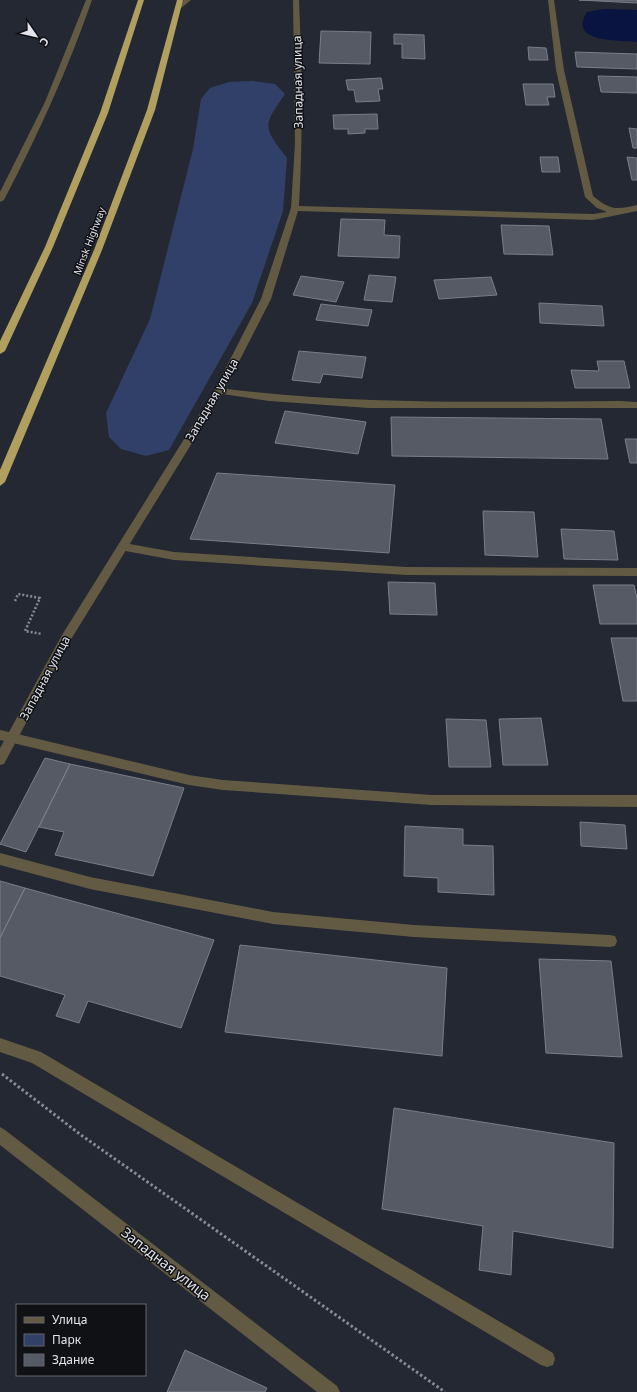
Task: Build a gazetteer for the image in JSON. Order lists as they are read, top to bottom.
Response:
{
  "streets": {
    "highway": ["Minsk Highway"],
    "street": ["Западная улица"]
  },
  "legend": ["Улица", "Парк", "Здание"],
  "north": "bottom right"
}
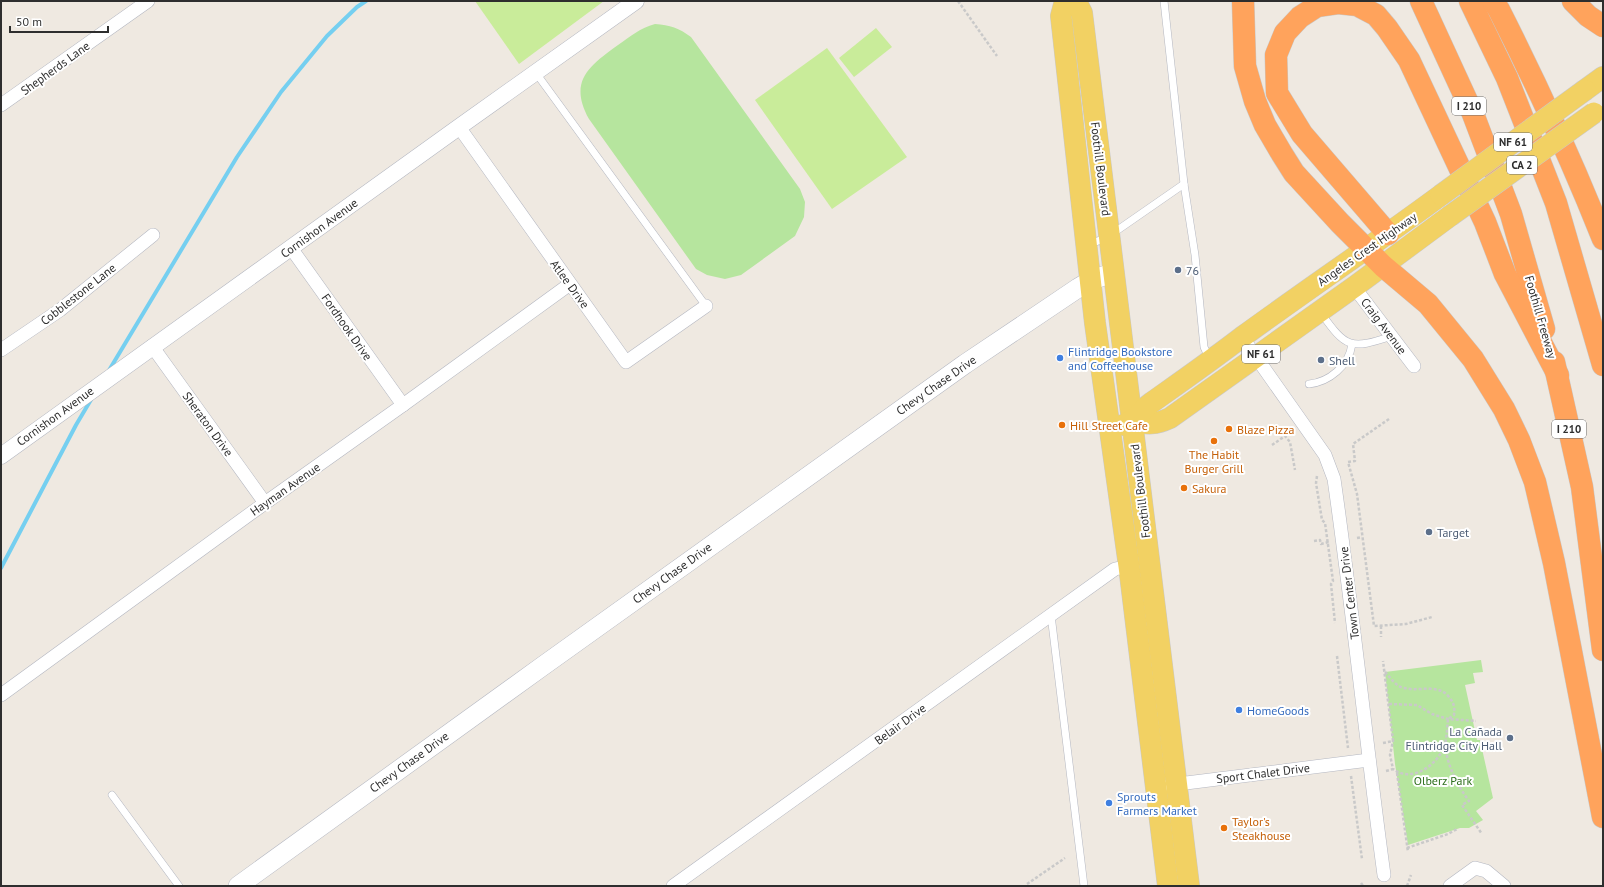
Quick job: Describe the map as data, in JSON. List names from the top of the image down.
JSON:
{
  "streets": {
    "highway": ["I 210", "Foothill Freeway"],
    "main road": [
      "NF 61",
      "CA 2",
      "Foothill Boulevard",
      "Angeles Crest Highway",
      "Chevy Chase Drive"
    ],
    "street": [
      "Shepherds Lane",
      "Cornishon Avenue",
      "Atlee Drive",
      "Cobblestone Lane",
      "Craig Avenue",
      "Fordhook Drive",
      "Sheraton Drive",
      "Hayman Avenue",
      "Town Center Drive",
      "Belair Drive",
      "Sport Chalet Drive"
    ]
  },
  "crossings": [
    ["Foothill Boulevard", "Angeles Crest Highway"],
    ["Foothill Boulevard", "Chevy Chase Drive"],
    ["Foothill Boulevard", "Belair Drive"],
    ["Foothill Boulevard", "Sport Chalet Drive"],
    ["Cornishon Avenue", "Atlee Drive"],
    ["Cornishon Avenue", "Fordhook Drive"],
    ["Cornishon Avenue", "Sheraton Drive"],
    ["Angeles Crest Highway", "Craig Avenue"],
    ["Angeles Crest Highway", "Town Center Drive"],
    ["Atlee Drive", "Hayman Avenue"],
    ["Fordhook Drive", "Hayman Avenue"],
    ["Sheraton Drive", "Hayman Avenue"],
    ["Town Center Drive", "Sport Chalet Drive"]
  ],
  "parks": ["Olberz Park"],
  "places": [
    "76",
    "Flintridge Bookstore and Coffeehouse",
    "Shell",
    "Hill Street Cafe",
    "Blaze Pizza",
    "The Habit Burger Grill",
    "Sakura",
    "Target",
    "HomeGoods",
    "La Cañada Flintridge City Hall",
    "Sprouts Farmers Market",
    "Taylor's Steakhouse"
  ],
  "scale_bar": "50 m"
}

══════════════════════════════

Where a picture appears, omit it; otherwise reproduce each line above from the first to the one with "Quick job: Describe", inclusive.

Task: Build a gazetteer for the image in JSON. Order lists as they are read, top to bottom.
Response:
{
  "streets": {
    "highway": ["Minsk Highway"],
    "street": ["Западная улица"]
  },
  "legend": ["Улица", "Парк", "Здание"],
  "north": "bottom right"
}
Quick job: Describe the map as data, in JSON. List names from the top of the image down.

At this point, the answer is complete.